____ Exercise data

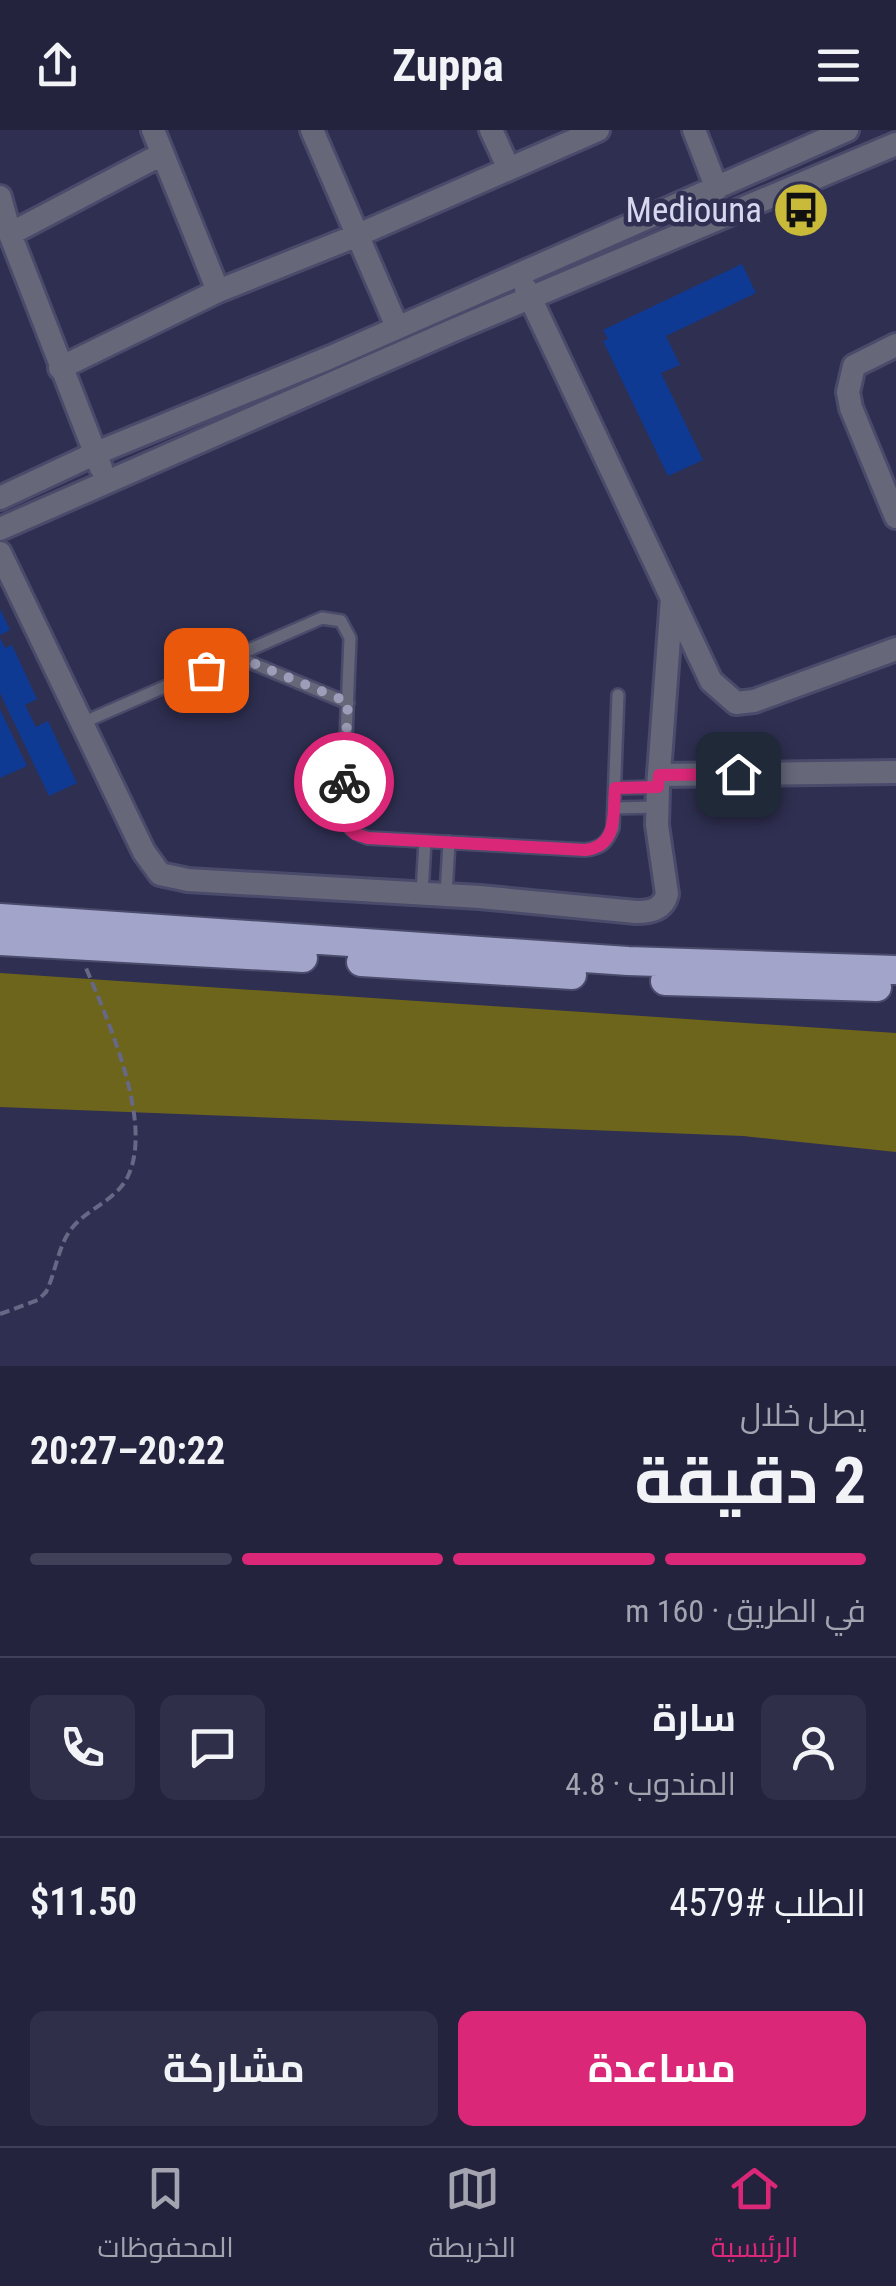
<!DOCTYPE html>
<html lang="ar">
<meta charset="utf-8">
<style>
body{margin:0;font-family:"Roboto Condensed",Cairo,sans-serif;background:#2f2f49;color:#f1f3f6;direction:rtl;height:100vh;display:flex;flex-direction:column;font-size:38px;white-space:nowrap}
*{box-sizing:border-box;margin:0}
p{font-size:32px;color:#a3a4b0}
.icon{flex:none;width:55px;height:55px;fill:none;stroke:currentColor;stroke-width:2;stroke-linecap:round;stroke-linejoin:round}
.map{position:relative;height:1236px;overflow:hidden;direction:ltr}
.sheet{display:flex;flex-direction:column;background:#23233e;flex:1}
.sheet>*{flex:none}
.pin{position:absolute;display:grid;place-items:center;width:85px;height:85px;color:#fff;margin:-42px;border-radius:20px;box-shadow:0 5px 15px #0006}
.courier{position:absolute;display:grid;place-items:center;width:100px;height:100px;margin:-50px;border:8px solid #db2777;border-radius:50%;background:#fff;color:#222;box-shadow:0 2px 12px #0007}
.head em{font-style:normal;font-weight:700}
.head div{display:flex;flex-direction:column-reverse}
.head{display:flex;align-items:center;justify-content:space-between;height:170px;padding:0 30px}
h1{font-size:65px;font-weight:700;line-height:75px}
.bar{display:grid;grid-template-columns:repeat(4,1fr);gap:15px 10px;align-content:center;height:120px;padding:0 30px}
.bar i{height:12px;border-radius:8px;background:#404058}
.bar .active{background:#db2777}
.bar p{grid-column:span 4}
.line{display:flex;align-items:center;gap:25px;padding:0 30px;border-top:2px solid #404058}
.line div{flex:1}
.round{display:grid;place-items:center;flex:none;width:105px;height:105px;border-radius:15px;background:#2f2f49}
.button{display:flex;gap:20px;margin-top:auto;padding:20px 30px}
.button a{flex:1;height:115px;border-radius:15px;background:#db2777;color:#fff;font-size:40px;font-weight:700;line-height:115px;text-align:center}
.button a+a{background:#2f2f49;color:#f1f3f6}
header{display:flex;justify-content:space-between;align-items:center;height:130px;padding:0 30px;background:#23233e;font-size:45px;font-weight:700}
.dock{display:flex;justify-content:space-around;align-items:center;height:140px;border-top:2px solid #404058;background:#23233e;font-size:28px;color:#a3a4b0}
.dock a{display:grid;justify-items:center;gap:5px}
.dock .active{color:#db2777}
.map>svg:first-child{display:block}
</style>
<header><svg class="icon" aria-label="menu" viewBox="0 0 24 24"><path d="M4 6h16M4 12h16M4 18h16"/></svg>Zuppa<svg class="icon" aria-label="share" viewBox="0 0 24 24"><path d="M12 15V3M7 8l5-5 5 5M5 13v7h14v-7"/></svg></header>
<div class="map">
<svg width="896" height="1236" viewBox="0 0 896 1236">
<rect width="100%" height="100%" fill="#2f2f52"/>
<path fill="#6d651b" d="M0 843 896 903V1022L743 1006 0 977Z"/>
<path fill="#0f3a93" d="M742 134 756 163 666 206 680 235 661 243 703 330 668 346 603 211 608 209 603 200Z
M0 479 10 500 0 505Z
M0 508 5 518 12 515 37 569 25 575 36 597 48 591 77 653 49 666 0 563Z
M0 579 27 636 0 648Z"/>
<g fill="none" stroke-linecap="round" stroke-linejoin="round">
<g stroke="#4a4a6b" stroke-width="16">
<path id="service" d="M235 526 348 573
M82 593 322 488 341 491 350 508 343 681C346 697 352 703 368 708L585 720C601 718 607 713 613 698L618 565
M615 658 658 657
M614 678 658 677
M422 764 425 711
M446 765 449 712"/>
</g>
<g stroke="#4a4a6b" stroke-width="28">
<path id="minor" d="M153 0 218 161
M312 0 397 197
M491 0 508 37
M694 0 717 59
M0 67 10 104 101 338
M10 104 162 24
M526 159 711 551 736 573 754 571 896 519
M896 215 854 236 848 262 851 278 896 387
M60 238 218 161 358 105 598 0
M0 368 94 324 331 227 847 0
M0 399 456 199 896 14
M0 423 144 722 160 744 188 750 480 767 636 782C650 782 663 780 667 764L657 695 658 657 672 468
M659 645 896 642"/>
</g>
<g stroke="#4a4a6b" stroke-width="32">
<path id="trunk" d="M0 788 628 831 896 840
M0 811 303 828
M361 832 572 845
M665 851 877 857"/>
</g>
<path stroke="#676786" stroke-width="4" stroke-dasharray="10 5" stroke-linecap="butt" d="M0 1184 38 1170 46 1162C56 1142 58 1115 72 1098 88 1078 117 1070 128 1046 154 992 107 888 86 838"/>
<use href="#service" stroke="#666779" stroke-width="11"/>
<use href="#minor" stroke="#666779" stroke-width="22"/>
<use href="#trunk" stroke="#a2a4ca" stroke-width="28"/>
</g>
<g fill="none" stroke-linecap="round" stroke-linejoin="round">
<path stroke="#9c9db8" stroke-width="10" stroke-dasharray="0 18" d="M206 540 236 526 348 572 344 652"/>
<path stroke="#db2777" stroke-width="12" d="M344 652 345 694 355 704 368 708 585 720C618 716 613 685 615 658L658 657 659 645 738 644"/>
</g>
<defs>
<g id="bus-disc" transform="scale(2.875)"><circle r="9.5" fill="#c9ba3a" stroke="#2f2f52"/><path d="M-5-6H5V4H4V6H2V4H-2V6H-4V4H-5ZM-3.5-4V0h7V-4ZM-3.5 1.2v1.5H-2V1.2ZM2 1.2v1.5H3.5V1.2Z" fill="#111"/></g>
</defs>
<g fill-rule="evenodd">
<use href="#bus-disc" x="801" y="80"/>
</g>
<g text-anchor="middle" stroke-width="9" stroke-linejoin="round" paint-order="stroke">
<g font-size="35" fill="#d7d8ef" stroke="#2f2f52" text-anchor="end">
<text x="762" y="92">Mediouna</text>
</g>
</g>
</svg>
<div class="pin" style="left:206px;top:540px;background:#ea580c"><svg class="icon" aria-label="bag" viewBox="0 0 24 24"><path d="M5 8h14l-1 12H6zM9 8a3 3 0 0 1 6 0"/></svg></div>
<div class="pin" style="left:738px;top:644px;background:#1f2937"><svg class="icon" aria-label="home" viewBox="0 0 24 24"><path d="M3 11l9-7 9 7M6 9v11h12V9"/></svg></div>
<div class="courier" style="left:344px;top:652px"><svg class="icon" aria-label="bike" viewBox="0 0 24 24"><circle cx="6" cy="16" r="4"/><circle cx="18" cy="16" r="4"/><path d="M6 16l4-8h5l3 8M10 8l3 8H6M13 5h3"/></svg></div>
</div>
<section class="sheet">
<div class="head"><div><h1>2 دقيقة</h1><p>يصل خلال</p></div><em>20:22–20:27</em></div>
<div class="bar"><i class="active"></i><i class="active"></i><i class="active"></i><i></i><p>في الطريق · 160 m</p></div>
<div class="line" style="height:180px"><a class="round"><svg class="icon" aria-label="person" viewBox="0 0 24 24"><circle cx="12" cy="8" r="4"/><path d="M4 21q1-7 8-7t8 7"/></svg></a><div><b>سارة</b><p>المندوب · 4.8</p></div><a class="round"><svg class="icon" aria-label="chat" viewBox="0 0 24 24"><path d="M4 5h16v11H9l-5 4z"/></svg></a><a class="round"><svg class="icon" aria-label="phone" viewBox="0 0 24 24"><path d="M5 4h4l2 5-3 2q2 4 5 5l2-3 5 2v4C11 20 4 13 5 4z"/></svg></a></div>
<div class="line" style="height:130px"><div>الطلب #4579</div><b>$11.50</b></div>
<div class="button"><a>مساعدة</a><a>مشاركة</a></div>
</section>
<nav class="dock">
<a class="active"><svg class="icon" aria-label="home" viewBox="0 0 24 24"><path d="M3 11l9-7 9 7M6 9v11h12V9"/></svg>الرئيسية</a>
<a><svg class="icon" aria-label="map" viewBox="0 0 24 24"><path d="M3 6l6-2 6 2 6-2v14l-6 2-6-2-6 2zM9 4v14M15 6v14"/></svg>الخريطة</a>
<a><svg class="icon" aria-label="saved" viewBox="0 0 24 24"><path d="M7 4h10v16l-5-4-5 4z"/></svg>المحفوظات</a>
</nav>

________

▶ **Exercise aim**: Your answer should consist only of the lines above between the line holding "540 236 526" and the line holding "الطريق · 160 m</p></div>", inclusive, each transcribed exactly.

▶ **Response**:
<path stroke="#9c9db8" stroke-width="10" stroke-dasharray="0 18" d="M206 540 236 526 348 572 344 652"/>
<path stroke="#db2777" stroke-width="12" d="M344 652 345 694 355 704 368 708 585 720C618 716 613 685 615 658L658 657 659 645 738 644"/>
</g>
<defs>
<g id="bus-disc" transform="scale(2.875)"><circle r="9.5" fill="#c9ba3a" stroke="#2f2f52"/><path d="M-5-6H5V4H4V6H2V4H-2V6H-4V4H-5ZM-3.5-4V0h7V-4ZM-3.5 1.2v1.5H-2V1.2ZM2 1.2v1.5H3.5V1.2Z" fill="#111"/></g>
</defs>
<g fill-rule="evenodd">
<use href="#bus-disc" x="801" y="80"/>
</g>
<g text-anchor="middle" stroke-width="9" stroke-linejoin="round" paint-order="stroke">
<g font-size="35" fill="#d7d8ef" stroke="#2f2f52" text-anchor="end">
<text x="762" y="92">Mediouna</text>
</g>
</g>
</svg>
<div class="pin" style="left:206px;top:540px;background:#ea580c"><svg class="icon" aria-label="bag" viewBox="0 0 24 24"><path d="M5 8h14l-1 12H6zM9 8a3 3 0 0 1 6 0"/></svg></div>
<div class="pin" style="left:738px;top:644px;background:#1f2937"><svg class="icon" aria-label="home" viewBox="0 0 24 24"><path d="M3 11l9-7 9 7M6 9v11h12V9"/></svg></div>
<div class="courier" style="left:344px;top:652px"><svg class="icon" aria-label="bike" viewBox="0 0 24 24"><circle cx="6" cy="16" r="4"/><circle cx="18" cy="16" r="4"/><path d="M6 16l4-8h5l3 8M10 8l3 8H6M13 5h3"/></svg></div>
</div>
<section class="sheet">
<div class="head"><div><h1>2 دقيقة</h1><p>يصل خلال</p></div><em>20:22–20:27</em></div>
<div class="bar"><i class="active"></i><i class="active"></i><i class="active"></i><i></i><p>في الطريق · 160 m</p></div>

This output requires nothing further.